Selecting a subset of columns in a data.table
I'd like to print all the columns of a data table dt
except one of them named V3
but don't want to refer to it by number but by name. This is the code that I have:
dt = data.table(matrix(sample(c(0,1),5,rep=T),50,10))
dt[,-3,with=FALSE] # Is this the only way to not print column "V3"?
Using the data frame
way, one could do this through the code:
df = data.frame(matrix(sample(c(0,1),5,rep=T),50,10))
df[,!(colnames(df)%in% c("X3"))]
So, my question is: is there another way to not print one column in a data table without the necessity of refer to it by number? I'd like to find something similar to the data frame syntax I used above but using data table.
Solution 1:
Use a very similar syntax as for a data.frame
, but add the argument with=FALSE
:
dt[, setdiff(colnames(dt),"V9"), with=FALSE]
V1 V2 V3 V4 V5 V6 V7 V8 V10
1: 1 1 1 1 1 1 1 1 1
2: 0 0 0 0 0 0 0 0 0
3: 1 1 1 1 1 1 1 1 1
4: 0 0 0 0 0 0 0 0 0
5: 0 0 0 0 0 0 0 0 0
6: 1 1 1 1 1 1 1 1 1
The use of with=FALSE
is nicely explained in the documentation for the j
argument in ?data.table
:
j: A single column name, single expresson of column names, list()
of expressions of column names, an expression or function call that evaluates to list (including data.frame
and data.table
which are lists, too), or (when with=FALSE
) same as j in [.data.frame
.
From v1.10.2 onwards it is also possible to do this as follows:
keep <- setdiff(names(dt), "V9")
dt[, ..keep]
Prefixing a symbol with ..
will look up in calling scope (i.e. the Global Environment) and its value taken to be column names or numbers (source).
Solution 2:
Edit 2019-09-27 with a more modern approach
You can do this with patterns
as mentioned above; or, you can do it with !

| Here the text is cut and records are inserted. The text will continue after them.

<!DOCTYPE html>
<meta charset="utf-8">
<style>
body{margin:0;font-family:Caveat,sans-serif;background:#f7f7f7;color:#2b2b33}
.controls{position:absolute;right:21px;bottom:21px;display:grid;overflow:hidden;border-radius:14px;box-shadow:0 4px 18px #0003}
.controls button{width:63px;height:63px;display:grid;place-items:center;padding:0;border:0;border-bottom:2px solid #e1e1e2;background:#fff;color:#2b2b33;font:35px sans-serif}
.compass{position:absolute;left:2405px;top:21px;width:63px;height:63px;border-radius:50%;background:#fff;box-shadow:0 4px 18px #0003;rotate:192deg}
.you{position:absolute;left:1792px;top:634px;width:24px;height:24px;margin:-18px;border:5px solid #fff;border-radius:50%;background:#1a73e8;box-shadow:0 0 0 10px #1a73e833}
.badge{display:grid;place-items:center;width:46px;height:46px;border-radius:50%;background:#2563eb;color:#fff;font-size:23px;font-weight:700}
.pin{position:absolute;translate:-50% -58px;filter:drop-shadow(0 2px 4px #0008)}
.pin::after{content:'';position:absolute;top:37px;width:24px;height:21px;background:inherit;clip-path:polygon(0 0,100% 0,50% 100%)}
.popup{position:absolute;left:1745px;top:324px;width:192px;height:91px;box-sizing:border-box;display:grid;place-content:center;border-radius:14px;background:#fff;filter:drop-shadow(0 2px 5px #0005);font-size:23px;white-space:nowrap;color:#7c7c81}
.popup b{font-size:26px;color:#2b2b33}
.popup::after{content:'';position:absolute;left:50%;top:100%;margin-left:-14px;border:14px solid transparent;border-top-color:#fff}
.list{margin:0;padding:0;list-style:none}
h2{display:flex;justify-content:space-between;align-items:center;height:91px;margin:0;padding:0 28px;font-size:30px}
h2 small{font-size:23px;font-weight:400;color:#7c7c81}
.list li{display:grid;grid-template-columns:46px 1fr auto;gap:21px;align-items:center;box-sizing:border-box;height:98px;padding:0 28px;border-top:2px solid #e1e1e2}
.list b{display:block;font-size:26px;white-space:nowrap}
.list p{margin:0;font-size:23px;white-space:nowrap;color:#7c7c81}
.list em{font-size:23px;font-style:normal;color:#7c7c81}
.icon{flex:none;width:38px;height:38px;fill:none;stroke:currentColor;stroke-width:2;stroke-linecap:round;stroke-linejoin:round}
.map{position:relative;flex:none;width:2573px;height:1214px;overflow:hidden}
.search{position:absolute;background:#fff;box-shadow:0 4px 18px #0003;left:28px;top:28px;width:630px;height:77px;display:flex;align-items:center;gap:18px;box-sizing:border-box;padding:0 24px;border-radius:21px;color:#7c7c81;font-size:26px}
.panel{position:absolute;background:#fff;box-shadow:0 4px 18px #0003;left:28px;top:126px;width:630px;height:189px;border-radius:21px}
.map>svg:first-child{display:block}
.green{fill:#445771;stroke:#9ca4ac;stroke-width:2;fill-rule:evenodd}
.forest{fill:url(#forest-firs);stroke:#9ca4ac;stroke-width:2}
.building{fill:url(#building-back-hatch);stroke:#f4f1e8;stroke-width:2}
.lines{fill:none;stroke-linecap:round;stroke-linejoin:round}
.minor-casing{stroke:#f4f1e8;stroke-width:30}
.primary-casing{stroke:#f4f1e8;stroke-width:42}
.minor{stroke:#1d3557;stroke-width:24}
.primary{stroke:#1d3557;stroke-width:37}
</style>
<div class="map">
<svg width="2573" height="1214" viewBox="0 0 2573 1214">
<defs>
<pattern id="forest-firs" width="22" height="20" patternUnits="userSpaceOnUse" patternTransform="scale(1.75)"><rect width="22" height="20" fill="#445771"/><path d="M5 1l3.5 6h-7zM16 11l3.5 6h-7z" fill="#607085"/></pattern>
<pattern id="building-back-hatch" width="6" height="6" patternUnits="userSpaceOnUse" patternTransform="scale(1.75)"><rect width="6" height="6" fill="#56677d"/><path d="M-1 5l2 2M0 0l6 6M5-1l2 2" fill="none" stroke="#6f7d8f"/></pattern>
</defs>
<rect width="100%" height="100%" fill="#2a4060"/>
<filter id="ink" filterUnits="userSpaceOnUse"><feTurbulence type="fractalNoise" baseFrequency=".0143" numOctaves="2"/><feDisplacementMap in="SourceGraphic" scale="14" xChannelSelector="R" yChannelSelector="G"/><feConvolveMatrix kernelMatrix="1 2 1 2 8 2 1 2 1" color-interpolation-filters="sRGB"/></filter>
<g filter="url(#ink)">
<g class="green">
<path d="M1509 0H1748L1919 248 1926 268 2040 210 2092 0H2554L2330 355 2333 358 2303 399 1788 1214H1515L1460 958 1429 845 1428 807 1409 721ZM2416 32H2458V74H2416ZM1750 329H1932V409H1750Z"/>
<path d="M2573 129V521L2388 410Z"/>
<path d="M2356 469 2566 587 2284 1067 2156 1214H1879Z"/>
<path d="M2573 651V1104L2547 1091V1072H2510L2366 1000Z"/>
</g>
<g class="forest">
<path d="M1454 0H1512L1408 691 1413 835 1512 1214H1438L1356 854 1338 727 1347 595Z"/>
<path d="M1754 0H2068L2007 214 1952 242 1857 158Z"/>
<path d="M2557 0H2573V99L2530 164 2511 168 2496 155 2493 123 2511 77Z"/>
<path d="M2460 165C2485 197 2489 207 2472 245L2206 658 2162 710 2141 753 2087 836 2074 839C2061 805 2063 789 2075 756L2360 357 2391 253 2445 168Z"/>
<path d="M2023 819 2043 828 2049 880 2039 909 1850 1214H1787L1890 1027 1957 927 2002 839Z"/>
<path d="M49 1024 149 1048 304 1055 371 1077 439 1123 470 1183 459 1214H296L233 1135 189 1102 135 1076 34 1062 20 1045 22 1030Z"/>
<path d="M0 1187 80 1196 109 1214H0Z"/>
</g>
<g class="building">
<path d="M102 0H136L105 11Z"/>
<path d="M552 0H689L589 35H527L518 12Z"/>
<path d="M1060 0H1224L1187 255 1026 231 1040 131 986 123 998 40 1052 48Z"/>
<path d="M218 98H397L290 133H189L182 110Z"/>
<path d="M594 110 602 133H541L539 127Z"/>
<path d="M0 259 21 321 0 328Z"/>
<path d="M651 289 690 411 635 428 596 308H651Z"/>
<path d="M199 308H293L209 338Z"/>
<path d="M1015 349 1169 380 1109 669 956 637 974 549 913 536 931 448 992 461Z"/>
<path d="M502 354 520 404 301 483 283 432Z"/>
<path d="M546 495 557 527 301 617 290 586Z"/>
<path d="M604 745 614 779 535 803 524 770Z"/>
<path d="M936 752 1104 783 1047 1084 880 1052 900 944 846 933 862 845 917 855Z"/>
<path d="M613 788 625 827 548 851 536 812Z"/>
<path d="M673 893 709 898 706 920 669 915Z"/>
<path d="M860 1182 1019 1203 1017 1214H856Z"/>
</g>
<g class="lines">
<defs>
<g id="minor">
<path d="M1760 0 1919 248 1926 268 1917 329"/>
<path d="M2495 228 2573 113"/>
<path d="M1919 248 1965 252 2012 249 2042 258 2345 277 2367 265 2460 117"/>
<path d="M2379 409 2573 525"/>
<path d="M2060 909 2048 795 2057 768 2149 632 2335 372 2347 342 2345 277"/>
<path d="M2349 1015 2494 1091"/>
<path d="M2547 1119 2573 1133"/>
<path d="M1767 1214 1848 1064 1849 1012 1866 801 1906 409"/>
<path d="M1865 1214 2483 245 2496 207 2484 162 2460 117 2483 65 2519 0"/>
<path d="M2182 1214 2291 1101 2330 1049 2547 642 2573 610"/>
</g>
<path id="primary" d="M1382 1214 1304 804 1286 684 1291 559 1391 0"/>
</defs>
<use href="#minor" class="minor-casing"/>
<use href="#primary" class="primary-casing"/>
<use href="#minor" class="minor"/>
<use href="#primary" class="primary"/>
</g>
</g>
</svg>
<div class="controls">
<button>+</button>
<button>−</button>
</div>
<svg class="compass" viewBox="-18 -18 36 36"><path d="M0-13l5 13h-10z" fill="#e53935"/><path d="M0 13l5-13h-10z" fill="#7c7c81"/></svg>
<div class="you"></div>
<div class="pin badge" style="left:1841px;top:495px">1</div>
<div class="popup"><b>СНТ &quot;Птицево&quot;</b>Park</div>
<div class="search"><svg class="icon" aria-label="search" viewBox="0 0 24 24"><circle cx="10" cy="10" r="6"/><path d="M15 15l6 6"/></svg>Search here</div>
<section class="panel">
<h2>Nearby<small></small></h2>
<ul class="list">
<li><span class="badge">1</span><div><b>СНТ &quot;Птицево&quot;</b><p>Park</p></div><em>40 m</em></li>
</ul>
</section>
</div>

if there's a vector of names already:
dt[ , !'V3']
# or
drop_cols = 'V3'
dt[ , !..drop_cols]
..
means "look up one level"
Older version using with=FALSE
(data.table
is moving away from this argument steadily)
Here's a way that uses grep
to convert to numeric and allow negative column indexing:
dt[, -grep("^V3$", names(dt)), with=FALSE]
You did say "V3" was to be excluded, right?